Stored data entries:
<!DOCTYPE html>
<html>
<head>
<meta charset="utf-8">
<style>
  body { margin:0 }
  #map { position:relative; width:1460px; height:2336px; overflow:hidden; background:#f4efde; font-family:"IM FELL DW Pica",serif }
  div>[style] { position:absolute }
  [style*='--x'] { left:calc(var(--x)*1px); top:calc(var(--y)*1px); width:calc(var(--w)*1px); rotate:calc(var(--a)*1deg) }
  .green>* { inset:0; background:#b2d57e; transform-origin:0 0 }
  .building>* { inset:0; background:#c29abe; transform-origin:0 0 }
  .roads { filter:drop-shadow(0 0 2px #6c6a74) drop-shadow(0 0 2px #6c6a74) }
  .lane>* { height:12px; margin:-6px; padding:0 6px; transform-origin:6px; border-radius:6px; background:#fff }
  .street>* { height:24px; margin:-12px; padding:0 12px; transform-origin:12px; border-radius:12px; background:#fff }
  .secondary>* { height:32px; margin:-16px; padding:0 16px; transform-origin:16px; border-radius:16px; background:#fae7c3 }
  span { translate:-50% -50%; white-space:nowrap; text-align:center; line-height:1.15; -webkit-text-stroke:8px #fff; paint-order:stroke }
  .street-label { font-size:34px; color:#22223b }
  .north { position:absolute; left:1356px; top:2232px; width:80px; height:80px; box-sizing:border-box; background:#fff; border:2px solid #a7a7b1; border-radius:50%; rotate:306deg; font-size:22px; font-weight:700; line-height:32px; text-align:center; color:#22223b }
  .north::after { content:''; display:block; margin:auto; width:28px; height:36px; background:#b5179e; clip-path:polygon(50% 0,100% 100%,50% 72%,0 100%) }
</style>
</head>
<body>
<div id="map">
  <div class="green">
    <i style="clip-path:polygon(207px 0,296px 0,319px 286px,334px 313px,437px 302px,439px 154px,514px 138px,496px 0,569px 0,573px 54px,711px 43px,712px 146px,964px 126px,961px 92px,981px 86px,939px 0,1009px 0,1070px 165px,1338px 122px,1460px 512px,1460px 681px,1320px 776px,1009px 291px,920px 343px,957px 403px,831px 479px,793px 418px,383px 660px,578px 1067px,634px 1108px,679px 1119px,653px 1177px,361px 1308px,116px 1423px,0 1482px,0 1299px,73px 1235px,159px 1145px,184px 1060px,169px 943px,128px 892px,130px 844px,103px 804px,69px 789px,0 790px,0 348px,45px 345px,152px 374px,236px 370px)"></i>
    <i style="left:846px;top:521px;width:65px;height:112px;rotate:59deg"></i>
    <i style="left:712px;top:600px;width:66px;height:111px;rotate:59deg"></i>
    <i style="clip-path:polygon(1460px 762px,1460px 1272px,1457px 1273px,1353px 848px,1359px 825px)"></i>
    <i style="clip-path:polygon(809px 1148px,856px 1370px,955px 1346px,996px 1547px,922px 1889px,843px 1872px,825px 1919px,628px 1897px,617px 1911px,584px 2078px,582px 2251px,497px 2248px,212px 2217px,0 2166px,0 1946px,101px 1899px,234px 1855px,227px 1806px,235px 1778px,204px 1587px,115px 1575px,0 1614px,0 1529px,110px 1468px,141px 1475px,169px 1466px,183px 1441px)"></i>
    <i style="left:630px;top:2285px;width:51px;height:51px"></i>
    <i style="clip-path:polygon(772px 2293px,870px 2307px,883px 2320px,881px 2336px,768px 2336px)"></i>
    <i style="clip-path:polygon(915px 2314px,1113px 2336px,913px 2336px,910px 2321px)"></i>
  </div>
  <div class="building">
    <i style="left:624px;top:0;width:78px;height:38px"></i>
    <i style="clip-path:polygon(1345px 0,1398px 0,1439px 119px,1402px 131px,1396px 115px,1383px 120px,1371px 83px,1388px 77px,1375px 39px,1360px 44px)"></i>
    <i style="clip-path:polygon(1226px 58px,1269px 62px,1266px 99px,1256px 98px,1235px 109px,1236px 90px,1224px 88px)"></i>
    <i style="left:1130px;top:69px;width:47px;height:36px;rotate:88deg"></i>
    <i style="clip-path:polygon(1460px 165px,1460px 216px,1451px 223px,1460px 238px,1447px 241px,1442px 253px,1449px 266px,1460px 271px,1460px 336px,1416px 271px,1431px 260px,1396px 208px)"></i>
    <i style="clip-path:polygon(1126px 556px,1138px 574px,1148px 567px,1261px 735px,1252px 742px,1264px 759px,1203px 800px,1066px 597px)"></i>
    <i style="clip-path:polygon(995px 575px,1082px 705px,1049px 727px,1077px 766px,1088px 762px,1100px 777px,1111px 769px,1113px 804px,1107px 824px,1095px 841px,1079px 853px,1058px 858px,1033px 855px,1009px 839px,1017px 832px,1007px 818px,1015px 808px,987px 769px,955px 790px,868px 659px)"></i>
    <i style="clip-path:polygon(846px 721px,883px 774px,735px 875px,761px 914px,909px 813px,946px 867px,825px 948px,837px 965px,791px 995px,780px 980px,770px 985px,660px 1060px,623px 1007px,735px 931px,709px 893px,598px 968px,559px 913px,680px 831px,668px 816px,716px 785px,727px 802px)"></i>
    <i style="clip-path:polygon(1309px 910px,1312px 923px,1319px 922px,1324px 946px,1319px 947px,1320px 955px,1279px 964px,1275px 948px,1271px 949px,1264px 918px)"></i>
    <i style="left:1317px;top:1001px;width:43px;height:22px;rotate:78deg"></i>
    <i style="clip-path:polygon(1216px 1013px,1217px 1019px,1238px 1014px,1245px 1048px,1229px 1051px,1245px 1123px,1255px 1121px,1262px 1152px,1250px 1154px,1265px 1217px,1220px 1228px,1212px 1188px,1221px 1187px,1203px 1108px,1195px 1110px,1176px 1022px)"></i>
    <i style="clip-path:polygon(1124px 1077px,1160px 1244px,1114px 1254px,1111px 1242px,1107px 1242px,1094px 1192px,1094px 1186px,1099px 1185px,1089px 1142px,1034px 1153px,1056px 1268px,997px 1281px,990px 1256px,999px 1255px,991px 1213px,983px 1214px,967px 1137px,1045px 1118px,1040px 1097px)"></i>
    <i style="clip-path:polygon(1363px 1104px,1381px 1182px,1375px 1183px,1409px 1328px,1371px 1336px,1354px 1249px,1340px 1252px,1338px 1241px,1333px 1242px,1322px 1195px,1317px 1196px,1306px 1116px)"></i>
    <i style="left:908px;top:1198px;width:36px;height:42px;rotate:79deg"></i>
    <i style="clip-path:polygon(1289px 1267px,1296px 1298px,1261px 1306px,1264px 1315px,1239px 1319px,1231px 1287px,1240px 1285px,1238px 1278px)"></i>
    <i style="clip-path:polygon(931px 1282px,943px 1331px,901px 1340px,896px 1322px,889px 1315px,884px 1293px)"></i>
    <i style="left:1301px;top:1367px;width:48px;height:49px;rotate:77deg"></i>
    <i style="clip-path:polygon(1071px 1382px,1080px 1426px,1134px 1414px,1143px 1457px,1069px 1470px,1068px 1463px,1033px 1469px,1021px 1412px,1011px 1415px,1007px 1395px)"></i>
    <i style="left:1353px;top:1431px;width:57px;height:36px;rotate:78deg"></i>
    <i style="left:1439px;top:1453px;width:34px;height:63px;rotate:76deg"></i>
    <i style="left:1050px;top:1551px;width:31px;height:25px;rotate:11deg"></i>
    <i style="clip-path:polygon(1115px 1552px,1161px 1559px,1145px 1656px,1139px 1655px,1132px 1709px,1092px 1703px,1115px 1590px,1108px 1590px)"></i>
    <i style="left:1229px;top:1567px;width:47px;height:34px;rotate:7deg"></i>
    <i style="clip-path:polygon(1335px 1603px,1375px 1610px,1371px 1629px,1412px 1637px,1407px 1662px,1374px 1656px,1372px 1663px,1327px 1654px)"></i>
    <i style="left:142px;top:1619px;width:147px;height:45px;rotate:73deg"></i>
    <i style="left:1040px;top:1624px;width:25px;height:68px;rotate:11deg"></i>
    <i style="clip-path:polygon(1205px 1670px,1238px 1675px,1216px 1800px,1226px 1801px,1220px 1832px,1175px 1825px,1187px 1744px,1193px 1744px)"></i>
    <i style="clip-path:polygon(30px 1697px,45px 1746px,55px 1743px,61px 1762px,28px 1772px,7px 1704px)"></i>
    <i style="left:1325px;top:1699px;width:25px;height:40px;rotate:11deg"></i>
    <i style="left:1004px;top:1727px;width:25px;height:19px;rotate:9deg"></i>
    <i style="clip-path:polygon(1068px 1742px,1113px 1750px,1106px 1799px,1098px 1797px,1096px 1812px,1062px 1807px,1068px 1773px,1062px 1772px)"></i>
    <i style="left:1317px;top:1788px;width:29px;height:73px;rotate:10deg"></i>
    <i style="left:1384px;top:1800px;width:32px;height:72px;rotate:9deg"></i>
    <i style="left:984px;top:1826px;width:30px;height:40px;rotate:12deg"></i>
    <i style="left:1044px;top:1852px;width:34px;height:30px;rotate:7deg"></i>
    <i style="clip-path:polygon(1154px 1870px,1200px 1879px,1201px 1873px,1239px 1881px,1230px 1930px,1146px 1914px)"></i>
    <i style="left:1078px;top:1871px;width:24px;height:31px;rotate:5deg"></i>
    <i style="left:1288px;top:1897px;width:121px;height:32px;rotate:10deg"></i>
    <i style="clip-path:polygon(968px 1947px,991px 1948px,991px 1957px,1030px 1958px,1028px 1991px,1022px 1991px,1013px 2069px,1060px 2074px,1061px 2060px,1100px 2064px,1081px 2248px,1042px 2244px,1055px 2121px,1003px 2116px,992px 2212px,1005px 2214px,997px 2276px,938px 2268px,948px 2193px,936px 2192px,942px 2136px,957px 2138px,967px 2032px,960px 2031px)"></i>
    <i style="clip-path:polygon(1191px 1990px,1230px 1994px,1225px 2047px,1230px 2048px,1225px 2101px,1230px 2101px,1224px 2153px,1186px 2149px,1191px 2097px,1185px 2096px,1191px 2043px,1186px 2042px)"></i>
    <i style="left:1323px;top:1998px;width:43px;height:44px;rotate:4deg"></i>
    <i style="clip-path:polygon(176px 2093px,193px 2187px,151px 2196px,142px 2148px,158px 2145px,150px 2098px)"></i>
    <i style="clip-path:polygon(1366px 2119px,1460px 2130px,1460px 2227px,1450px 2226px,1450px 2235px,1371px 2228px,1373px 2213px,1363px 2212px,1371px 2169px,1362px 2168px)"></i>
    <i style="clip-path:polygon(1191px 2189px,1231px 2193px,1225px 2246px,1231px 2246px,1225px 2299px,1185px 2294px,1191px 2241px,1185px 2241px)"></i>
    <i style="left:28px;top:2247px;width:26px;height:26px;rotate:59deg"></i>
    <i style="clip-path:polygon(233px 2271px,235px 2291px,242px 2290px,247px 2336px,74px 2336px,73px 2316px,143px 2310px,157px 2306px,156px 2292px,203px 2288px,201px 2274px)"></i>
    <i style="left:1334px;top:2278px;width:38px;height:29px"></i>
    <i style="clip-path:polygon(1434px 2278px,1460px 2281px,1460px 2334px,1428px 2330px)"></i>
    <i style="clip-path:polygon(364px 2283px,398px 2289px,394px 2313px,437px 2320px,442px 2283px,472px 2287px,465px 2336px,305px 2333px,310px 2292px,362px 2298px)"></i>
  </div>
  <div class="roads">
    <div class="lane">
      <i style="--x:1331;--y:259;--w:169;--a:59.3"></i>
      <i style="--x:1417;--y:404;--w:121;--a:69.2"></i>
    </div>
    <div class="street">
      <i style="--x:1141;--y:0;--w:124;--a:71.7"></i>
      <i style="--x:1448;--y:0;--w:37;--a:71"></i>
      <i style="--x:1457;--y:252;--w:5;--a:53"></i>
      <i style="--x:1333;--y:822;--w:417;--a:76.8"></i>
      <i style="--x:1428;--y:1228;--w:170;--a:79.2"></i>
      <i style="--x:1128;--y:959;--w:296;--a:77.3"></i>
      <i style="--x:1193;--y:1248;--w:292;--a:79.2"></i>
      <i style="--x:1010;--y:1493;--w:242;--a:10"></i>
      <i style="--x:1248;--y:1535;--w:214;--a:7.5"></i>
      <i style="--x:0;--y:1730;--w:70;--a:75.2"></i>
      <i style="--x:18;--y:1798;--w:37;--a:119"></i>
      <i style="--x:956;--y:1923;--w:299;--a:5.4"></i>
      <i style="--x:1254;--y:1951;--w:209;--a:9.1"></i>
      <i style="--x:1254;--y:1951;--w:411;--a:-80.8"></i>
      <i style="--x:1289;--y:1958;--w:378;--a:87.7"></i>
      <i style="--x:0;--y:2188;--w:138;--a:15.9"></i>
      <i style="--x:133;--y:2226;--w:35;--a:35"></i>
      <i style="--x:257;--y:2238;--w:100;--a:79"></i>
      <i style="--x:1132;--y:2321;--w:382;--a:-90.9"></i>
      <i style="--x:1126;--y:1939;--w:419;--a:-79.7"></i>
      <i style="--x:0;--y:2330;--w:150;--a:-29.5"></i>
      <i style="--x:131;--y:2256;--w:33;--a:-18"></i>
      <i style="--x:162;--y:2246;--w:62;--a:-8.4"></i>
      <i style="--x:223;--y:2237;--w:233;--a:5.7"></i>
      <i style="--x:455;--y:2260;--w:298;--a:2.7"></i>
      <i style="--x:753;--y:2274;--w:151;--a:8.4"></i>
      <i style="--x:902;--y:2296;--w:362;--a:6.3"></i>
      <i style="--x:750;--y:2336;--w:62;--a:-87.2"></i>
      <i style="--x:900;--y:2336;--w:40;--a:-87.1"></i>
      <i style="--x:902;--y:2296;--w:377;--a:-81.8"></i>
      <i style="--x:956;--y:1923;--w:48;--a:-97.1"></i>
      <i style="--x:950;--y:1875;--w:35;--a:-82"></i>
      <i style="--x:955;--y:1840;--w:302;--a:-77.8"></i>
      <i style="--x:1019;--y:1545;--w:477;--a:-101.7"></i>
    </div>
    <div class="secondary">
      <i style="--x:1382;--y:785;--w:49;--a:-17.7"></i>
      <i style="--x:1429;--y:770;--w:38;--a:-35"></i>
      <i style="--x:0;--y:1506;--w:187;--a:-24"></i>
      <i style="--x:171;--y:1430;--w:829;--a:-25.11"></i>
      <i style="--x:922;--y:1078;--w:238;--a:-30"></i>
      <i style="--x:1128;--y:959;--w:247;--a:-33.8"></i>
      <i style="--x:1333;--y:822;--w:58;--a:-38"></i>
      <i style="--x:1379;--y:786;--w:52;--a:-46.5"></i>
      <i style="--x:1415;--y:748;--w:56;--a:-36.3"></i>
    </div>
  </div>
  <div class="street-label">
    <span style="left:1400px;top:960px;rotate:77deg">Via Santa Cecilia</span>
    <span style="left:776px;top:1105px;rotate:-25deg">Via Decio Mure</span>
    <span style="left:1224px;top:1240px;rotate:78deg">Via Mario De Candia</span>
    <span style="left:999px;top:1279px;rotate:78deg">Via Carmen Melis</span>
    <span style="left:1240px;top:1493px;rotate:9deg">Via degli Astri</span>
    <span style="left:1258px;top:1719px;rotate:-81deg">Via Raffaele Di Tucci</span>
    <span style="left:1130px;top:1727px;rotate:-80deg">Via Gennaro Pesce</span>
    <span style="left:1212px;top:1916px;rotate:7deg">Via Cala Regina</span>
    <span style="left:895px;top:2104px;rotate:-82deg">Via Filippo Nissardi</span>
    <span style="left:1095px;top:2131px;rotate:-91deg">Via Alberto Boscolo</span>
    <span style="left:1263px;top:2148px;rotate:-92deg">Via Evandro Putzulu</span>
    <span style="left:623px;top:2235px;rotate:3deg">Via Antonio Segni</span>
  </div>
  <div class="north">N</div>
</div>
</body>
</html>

### [BRIEF]
Copy the records above exactly, from the first line through the line containing "filter:drop-shadow(0 0 2px", and include nothing else.

### [RESULT FOR THIS TASK]
<!DOCTYPE html>
<html>
<head>
<meta charset="utf-8">
<style>
  body { margin:0 }
  #map { position:relative; width:1460px; height:2336px; overflow:hidden; background:#f4efde; font-family:"IM FELL DW Pica",serif }
  div>[style] { position:absolute }
  [style*='--x'] { left:calc(var(--x)*1px); top:calc(var(--y)*1px); width:calc(var(--w)*1px); rotate:calc(var(--a)*1deg) }
  .green>* { inset:0; background:#b2d57e; transform-origin:0 0 }
  .building>* { inset:0; background:#c29abe; transform-origin:0 0 }
  .roads { filter:drop-shadow(0 0 2px #6c6a74) drop-shadow(0 0 2px #6c6a74) }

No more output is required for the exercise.